Pour la prochaine saison au sein de mon club, je vais animer la formation « Plongeur Niveau 2 FFESSM » (Qualifications PA20 et PE40) avec l’aide de mes 2 amis J.P. et R. Nous allons décliner la progression que j’ai décrite il y a quelque temps dans cet article. Immanquablement, nous allons effectuer des remontées assistées et des sauvetages (même si je considère que cela n’est pas et ne doit pas être le cœur de la formation !). On sait bien que lors de ces phases d’apprentissage les vitesses de remontée sont plus ou moins respectées ! De plus, l’enchainement répété de ce type d’exercice fait que l’ordinateur de plongée, même s’il affiche des informations, ne peut plus être considéré comme un élément fiable de gestion de la décompression, mais juste comme un élément d’information. Vous l’aurez compris, l’objet de de ce billet est de proposer une démarche qui permette de gérer la décompression de la palanquée dans des conditions satisfaisantes de sécurité…
En préambule, je tiens à préciser qu’il est tout à fait possible d’enseigner la remontée assistée ou le sauvetage sans quasiment jamais s’exposer (j’entends par là le stagiaire et le moniteur) à une remontée rapide. La progression décrite dans l’article référencé en introduction le permet totalement.
Nos ordinateurs de plongée sont conçus pour déterminer au plus juste la décompression afin que la phase de désaturation se déroule normalement, et que l’azote que nous avons dissous dans notre corps au cours de notre immersion ne reprenne sa forme gazeuse que via la ventilation, et non pas de façon anarchique en formant des bulles à l’intérieur de notre organisme. La plupart des constructeurs précisent dans le manuel utilisateur que l’ordinateur n’est utilisable que dans un cadre de plongée pour lequel il est prévu. Ainsi une remontée rapide vers la surface peut bloquer l’ordinateur (mode SOS) pour la plongée suivante, et « imposer » au propriétaire une pause de 24h00 (ou plus). Certains ordinateurs de moyenne gamme proposent aujourd’hui une fonction d’effacement de la désaturation pour permettre de replonger.
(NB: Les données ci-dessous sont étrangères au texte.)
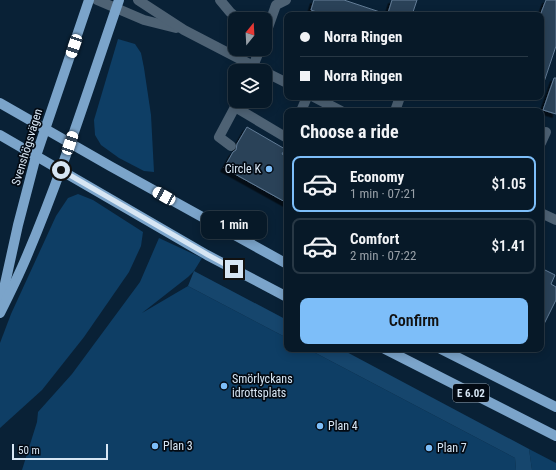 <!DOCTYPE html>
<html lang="en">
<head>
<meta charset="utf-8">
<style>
	body { margin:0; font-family:"Roboto Condensed",sans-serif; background:#152634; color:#f1f3f6; height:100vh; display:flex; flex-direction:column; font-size:15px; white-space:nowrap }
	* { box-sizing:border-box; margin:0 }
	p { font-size:13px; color:#98a0a8 }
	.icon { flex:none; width:22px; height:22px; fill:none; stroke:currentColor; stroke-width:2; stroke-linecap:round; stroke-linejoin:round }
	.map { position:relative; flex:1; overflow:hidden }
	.drawer { position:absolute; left:284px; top:108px; width:260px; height:244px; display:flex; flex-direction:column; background:#071928; border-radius:8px; box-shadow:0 2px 10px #0003,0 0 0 1px #283845 }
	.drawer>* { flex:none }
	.top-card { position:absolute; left:284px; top:12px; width:260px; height:88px; border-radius:8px; box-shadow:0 2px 10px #0003,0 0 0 1px #283845; display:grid; align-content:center; height:88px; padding:0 16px; background:#071928 }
	.needle { width:26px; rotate:18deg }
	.controls { position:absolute; left:228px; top:12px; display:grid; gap:8px }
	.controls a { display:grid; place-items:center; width:44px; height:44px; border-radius:8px; background:#071928; box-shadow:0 2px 10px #0003,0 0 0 1px #283845; font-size:20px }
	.scale { position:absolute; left:12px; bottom:10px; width:96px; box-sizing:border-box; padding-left:4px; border:2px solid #d7e6f4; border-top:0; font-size:11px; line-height:14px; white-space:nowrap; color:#d7e6f4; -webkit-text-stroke:3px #030a13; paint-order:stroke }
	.end { position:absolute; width:18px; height:18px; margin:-9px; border:5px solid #d7e6f4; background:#111; box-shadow:0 0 0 2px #111 }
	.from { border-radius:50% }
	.bubble { position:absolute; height:28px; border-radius:8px; background:#071928; box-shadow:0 2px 10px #0003,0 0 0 1px #283845; font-size:13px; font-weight:600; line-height:28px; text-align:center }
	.car { position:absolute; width:12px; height:24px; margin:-12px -6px; border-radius:5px; box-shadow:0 0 3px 1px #0007; background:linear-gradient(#fff 24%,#345 0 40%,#fff 0 76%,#345 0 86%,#fff 0) }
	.top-card b { display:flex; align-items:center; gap:14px; height:38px; font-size:15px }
	.top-card b+b { border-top:1px solid #283845 }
	.top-card i { width:10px; height:10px; background:#f1f3f6 }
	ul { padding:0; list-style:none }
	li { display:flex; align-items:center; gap:12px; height:56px; margin:0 8px 6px; padding:0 8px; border:2px solid #283845; border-radius:8px }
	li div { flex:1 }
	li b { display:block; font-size:15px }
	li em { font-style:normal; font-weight:600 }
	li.selected { border-color:#7dbef9 }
	li>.icon { width:36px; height:36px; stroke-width:1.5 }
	h2 { padding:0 16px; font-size:18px; line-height:48px }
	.button { display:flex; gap:8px; margin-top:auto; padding:8px 16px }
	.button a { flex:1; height:46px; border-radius:8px; background:#7dbef9; color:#111; font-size:16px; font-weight:600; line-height:46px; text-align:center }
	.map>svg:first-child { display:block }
	.green { fill:#0e3e65 }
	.forest { fill:#16466d }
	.building { fill:#2a4259; stroke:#627c96; filter:url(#shadow) }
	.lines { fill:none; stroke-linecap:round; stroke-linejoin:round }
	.minor { stroke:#4e6274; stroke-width:10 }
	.major { stroke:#7ba4ca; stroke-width:10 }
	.route { stroke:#d7e6f4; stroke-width:5 }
	.poi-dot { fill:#7dbef9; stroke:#030a13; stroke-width:1.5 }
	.labels { text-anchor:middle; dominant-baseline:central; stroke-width:3.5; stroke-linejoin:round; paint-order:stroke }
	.shield { fill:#030a13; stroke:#97a4b0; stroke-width:1 }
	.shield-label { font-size:11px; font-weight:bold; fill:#d7e6f4 }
	.street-label { font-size:12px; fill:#d7e6f4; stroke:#030a13 }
	.poi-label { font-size:12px; fill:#d7e6f4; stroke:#030a13; text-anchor:start }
</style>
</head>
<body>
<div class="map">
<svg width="556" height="470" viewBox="0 0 556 470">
	<defs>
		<filter id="shadow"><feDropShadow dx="-3.5" dy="3.5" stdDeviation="0" flood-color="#0009"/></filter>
	</defs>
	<rect width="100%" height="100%" fill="#092136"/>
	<!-- green -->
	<g class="green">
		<path d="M118 39 135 44 141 53 144 68 151 115 154 172 144 171 119 158 101 145 95 135 94 120Z"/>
		<path d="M78 194 93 200 143 232 141 246 129 272 84 337 42 390 0 428V343L11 314 56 216 68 198Z"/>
		<path d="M159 238 202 258 194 271 188 277 142 313 188 286 287 338V349H308L515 458 516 470H22L37 422 38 412 72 374 140 282Z"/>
		<path d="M529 449 556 463V470H532Z"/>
	</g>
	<!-- forest -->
	<g class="forest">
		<path d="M194 271 287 320V338L188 286Z"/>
		<path d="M308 349H341L529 449 532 470H516L515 458Z"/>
	</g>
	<!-- building -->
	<g class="building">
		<path d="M314 0H344L383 13 382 15H325L311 10Z"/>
		<path d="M392 0H417L412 15H395L388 13Z"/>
		<path d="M546 0H556V46L543 85 541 84V13Z"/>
		<path d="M554 78H556V114L543 110Z"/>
		<path d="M247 127 285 149 282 154 287 157V203L224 168 233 152 236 150 237 144Z"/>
		<path d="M541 268 555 275 551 284 556 287V300L541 330Z"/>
	</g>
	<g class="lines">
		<!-- minor -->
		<g class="minor">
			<path d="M97 0 144 20 176 28"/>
			<path d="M138 0 184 30 263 71"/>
			<path d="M220 0 230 12 238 19"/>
			<path d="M265 36 276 5 286 0"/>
			<path d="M251 71 260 49"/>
			<path d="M265 72 287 83"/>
			<path d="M314 97 341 111"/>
			<path d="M238 101 235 107 287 138"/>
			<path d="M301 111 307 97"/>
			<path d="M395 111 400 97"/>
			<path d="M541 143 546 132"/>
			<path d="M231 146 219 137 235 107"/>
			<path d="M541 213 556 220"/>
		</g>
		<!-- major -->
		<g class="major">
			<path d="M0 103 110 166 287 264"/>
			<path d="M0 135 207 255 287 297"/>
			<path d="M1 302 18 225 36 156 89 0"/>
			<path d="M0 313C9 295 18 277 26 258 62 174 89 87 119 0"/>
			<path d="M385 349 556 436"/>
			<path d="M441 349 556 407"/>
		</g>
	</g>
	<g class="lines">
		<!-- route -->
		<path class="route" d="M61 170 208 255 234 269"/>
	</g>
	<!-- markers -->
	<g class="poi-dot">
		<circle cx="269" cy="169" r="4"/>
		<circle cx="224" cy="386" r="4"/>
		<circle cx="320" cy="426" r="4"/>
		<circle cx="155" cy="446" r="4"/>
		<circle cx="429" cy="448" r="4"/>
	</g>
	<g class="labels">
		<!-- shield labels -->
		<rect class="shield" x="453" y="384" width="36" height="18" rx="3"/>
		<g class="shield-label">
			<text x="471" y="393">E 6.02</text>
		</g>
		<!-- street labels -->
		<g class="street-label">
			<text transform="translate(27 147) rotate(-73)">Svenshögsvägen</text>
		</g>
		<!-- poi labels -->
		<g class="poi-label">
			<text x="261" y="169" text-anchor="end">Circle K</text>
			<text x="232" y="379">Smörlyckans<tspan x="232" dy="14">idrottsplats</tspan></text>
			<text x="328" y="426">Plan 4</text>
			<text x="163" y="446">Plan 3</text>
			<text x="437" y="448">Plan 7</text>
		</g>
	</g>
</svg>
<div class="controls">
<a><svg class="needle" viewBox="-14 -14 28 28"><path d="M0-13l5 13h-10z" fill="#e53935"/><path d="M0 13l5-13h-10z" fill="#98a0a8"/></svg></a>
<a><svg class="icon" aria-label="layers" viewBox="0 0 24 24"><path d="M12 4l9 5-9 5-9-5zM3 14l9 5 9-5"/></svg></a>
</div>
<div class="scale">50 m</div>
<i class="end from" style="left:61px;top:170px"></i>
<i class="end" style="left:234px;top:269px"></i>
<div class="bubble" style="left:201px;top:211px;width:66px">1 min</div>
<i class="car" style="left:74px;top:46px;rotate:199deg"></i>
<i class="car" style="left:70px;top:143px;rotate:19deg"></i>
<i class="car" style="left:164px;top:196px;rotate:299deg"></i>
<div class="top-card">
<b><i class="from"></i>Norra Ringen</b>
<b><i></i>Norra Ringen</b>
</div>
<section class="drawer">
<h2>Choose a ride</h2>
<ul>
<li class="selected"><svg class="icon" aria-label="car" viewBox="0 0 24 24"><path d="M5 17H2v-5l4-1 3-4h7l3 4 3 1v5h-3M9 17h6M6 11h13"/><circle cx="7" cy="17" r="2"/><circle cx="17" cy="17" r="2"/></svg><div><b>Economy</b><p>1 min · 07:21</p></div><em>$1.05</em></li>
<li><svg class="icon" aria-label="car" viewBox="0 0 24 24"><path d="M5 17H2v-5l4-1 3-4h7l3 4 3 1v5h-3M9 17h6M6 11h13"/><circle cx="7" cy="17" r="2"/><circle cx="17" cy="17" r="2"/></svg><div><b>Comfort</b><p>2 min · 07:22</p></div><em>$1.41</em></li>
</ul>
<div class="button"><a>Confirm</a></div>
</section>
</div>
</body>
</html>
Cependant, l’usage de cette fonction est encadré de multiples avertissements comme on peut en trouver dans mes manuels utilisateurs :
- Cressi Leonardo : « DANGER: Ne jamais réinitialiser l’instrument s’il doit être utilisé sous l’eau pour calculer les immersions successives !«
- Mares Quad : « Plonger après avoir remis la désaturation à zéro est extrêmement dangereux et peut provoquer des blessures graves ou la mort. Ne remettez pas la désaturation à zéro si vous n’avez pas une raison valable de le faire.«
- Scubapro Galileo G2 : « Réinitialiser la désaturation affectera les calculs de l’algorithme et cela peut provoquer des blessures graves ou mortelles. Ne réinitialisez pas la désaturation sans raison valable.«
- Shearwater Peregrine : « La charge en gaz inertes des tissus de décompression a été réinitialisée aux niveaux par défaut. Prévoyez les plongées successives en conséquence.«
On le voit bien, les fournisseurs de matériel ne veulent pas prendre de risque d’une quelconque action contre eux (et on peut les comprendre) du fait de l’usage d’un ordinateur sur lequel on aurait effacé le « mode SOS » pour pouvoir replonger quelques heures après l’immersion ayant provoqué son blocage… Mais alors, que faire ?
La première chose est de se dire que si l’ordinateur s’est bloqué lors de la première immersion de la journée, il ne va pas être en mesure de calculer correctement la saturation en azote pour la deuxième. Si l’ordinateur s’est mis en « Mode SOS », c’est qu’un événement pouvant mettre en danger la santé du plongeur le portant s’est produit (par exemple une remontée trop rapide). Donc, dans une optique de maîtrise et de limitation des risques, le plus sage serait de ne pas replonger, comme le suggère l’ordinateur.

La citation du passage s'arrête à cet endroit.